Morgan’s Mercedes van was moving at less than 10 m.p.h. because of the
construction. The truck driver, fatigued and slow to react, according to
the N.T.S.B., was unable to stop in time, and slammed into the van,
turning it on its side and jamming the passenger door closed. According
to the board, if the driver had slowed to 45 when warned to do so, he
should have been able to stop before crashing. But before his official
work day began, the driver, the board found, had spent 12 hours driving
his own vehicle from his home in Georgia to pick up his truck at a
Walmart facility in Delaware, and had been awake for 28 consecutive
hours at the time of the crash.
Large
trucks are disproportionately involved in fatal accidents. While heavy
trucks accounted for less than 10 percent of total miles traveled in the
United States during 2013, according to federal data, the N.T.S.B.
recently reported that they were involved in one in eight of all fatal
accidents and about one-quarter of all fatal accidents in work zones,
like the crash that injured Mr. Morgan.
Many
accidents involve trucks rear-ending vehicles that have stopped or
slowed because of accidents or roadwork. Technology to prevent or lessen
the impact of such crashes is available from all of the manufacturers
of heavy trucks in North America. Yet only about 3 percent of the Class 8
trucks — the heaviest ones, including most tractor-trailers — are
equipped with any version of this collision-avoidance technology,
according to safety advocates.
Most
automakers now include or offer anti-lock brakes, electronic stability
control, airbags and collision-avoidance devices in their vehicles, and
the technology is included in many of the heavy trucks sold in Europe.

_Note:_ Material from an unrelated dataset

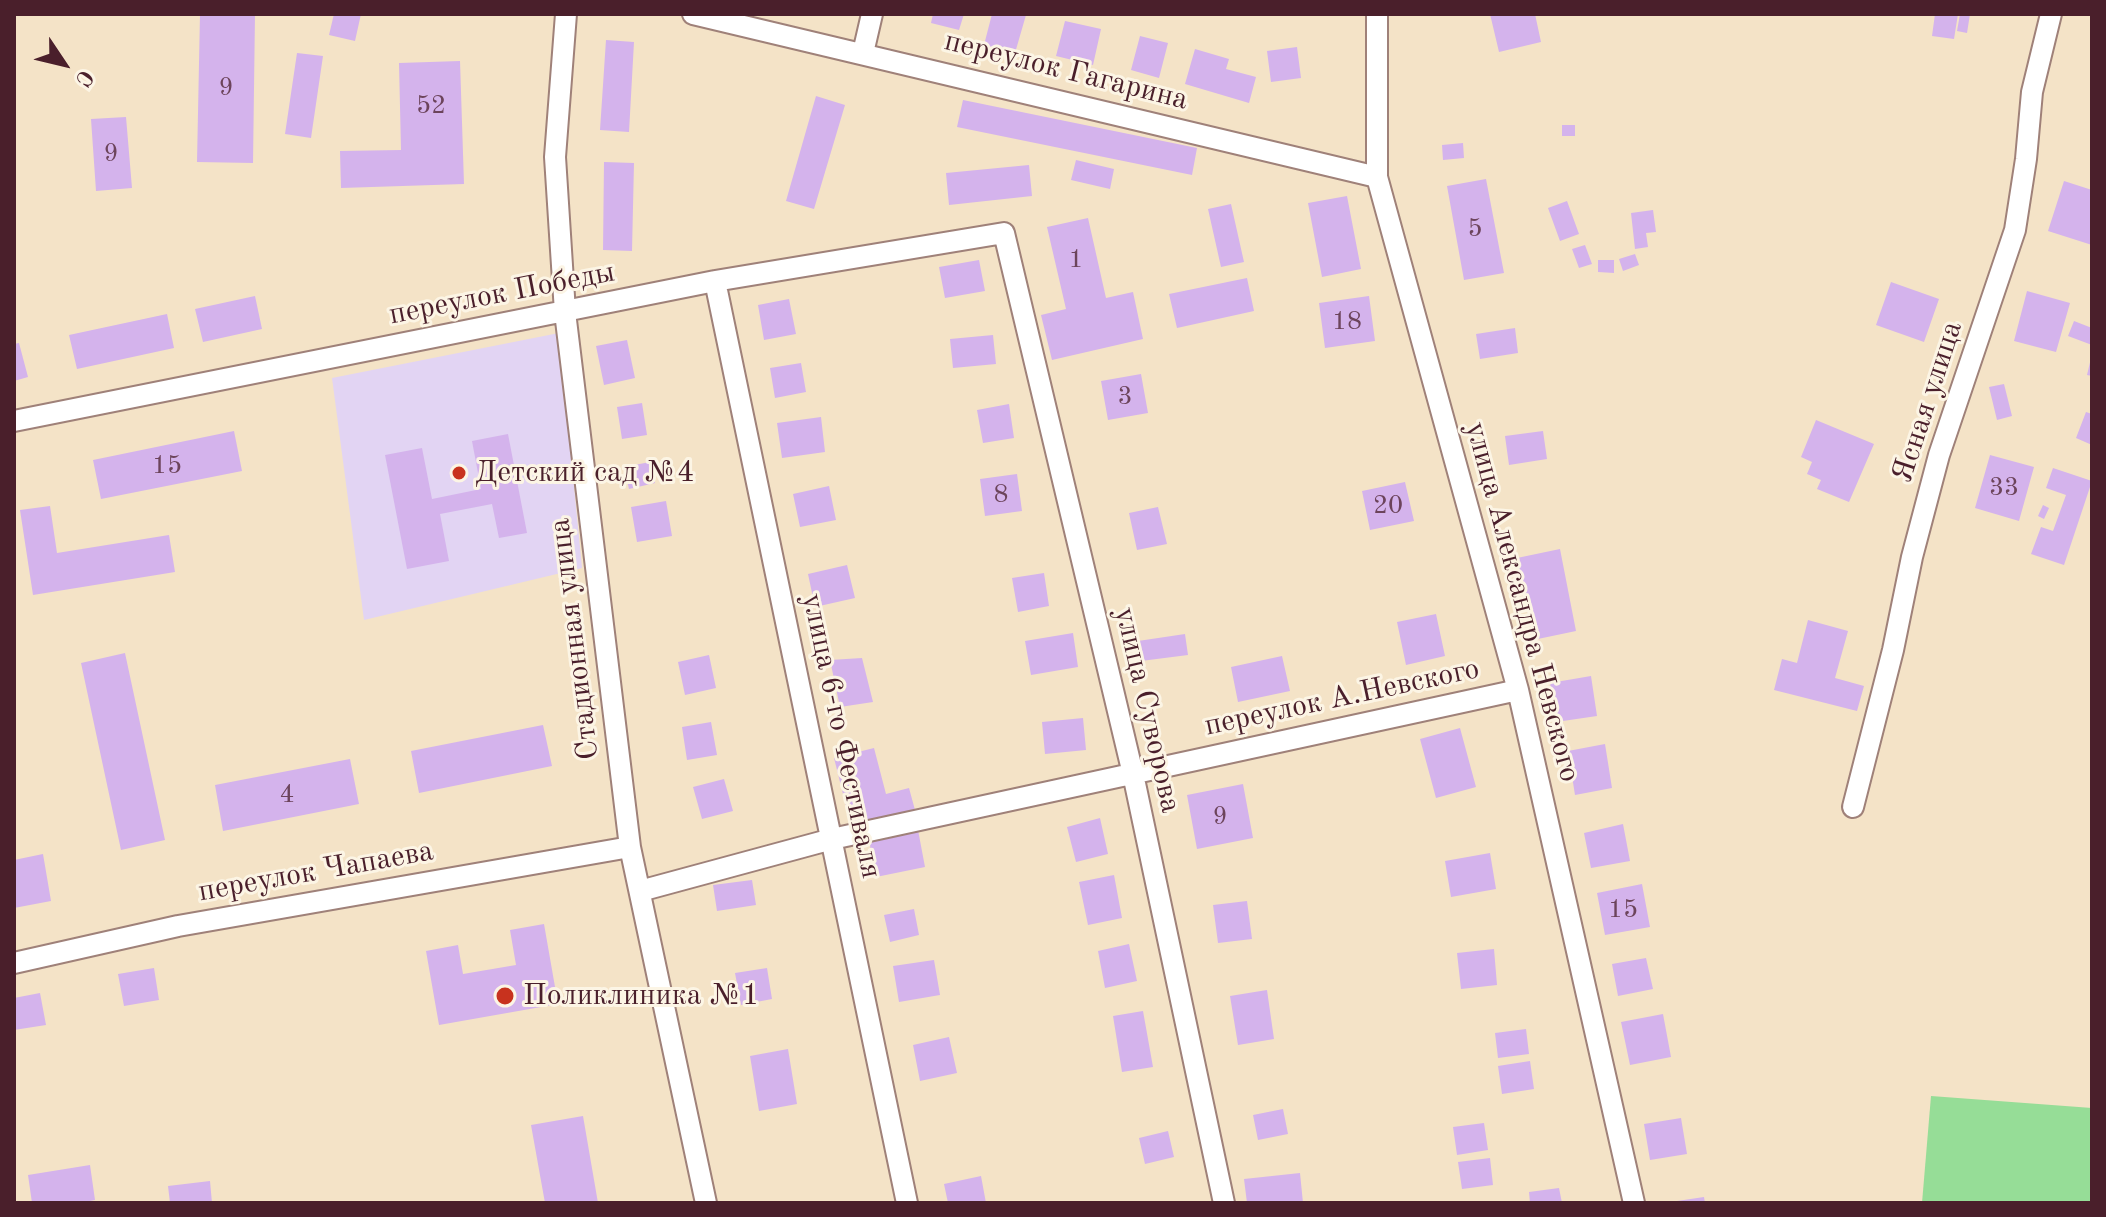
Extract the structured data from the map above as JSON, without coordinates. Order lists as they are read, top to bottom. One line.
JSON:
{"streets":{"street":["переулок Гагарина","переулок Победы","Ясная улица","улица Александра Невского","Стадионная улица","переулок А.Невского","улица Суворова","улица 6-го Фестиваля","переулок Чапаева"]},"crossings":[["переулок Гагарина","улица Александра Невского"],["переулок Победы","Стадионная улица"],["переулок Победы","улица Суворова"],["переулок Победы","улица 6-го Фестиваля"],["улица Александра Невского","переулок А.Невского"],["Стадионная улица","переулок А.Невского"],["Стадионная улица","переулок Чапаева"],["переулок А.Невского","улица Суворова"],["переулок А.Невского","улица 6-го Фестиваля"]],"places":["Детский сад №4","Поликлиника №1"],"house_numbers":["9","52","9","5","1","18","3","15","33","8","20","4","9","15"],"north":"bottom right"}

But the United States trucking industry has largely avoided using the
safety technologies available for vehicles sold here, because of their
cost.
The
truck that injured Mr. Morgan was one of the few tractor-trailers that
had a collision-detection system. But the N.T.S.B. was unable to prove
that the system issued a warning to the driver. The board said it could
not fully assess the performance of the device because the unit does not
store enough system performance data. (The board has suggested all
safety-system makers should ensure that their products store more data
in the future.)
The
trucking industry, through its chief trade group, the American Trucking
Associations, insists that it needs longer work weeks and bigger
vehicles so that more trucks will not be needed on the road, which it
says could result in more accidents. That logic is laughable, but
Congress seems to be buying it.
The
industry also bases its opposition to safety-rule changes on money,
saying that increasing costs will hurt profits and raise rates for
shippers and, ultimately, consumers.
Higher
safety standards and shorter work weeks may increase freight costs, but
some of those standards should save carriers money in the long run
through lower insurance rates and damage claims. And since trucking
generates more than $700 billion a year in revenue, according to the
trucking association, a small increase in safety costs would not put a
large financial strain on carriers.
The
trucking industry is vital to the nation’s economic well-being — it
carried almost 69 percent of all domestic freight last year — and its
executives have done an excellent job in keeping costs down. But
Congress must make it clear to all parties that safety has to be a
higher priority than penny-pinching.
Congress
must pass a comprehensive highway funding bill and ensure that safety
regulators have sufficient resources and political support to do what
must be done in order to reduce the continuing carnage on our highways.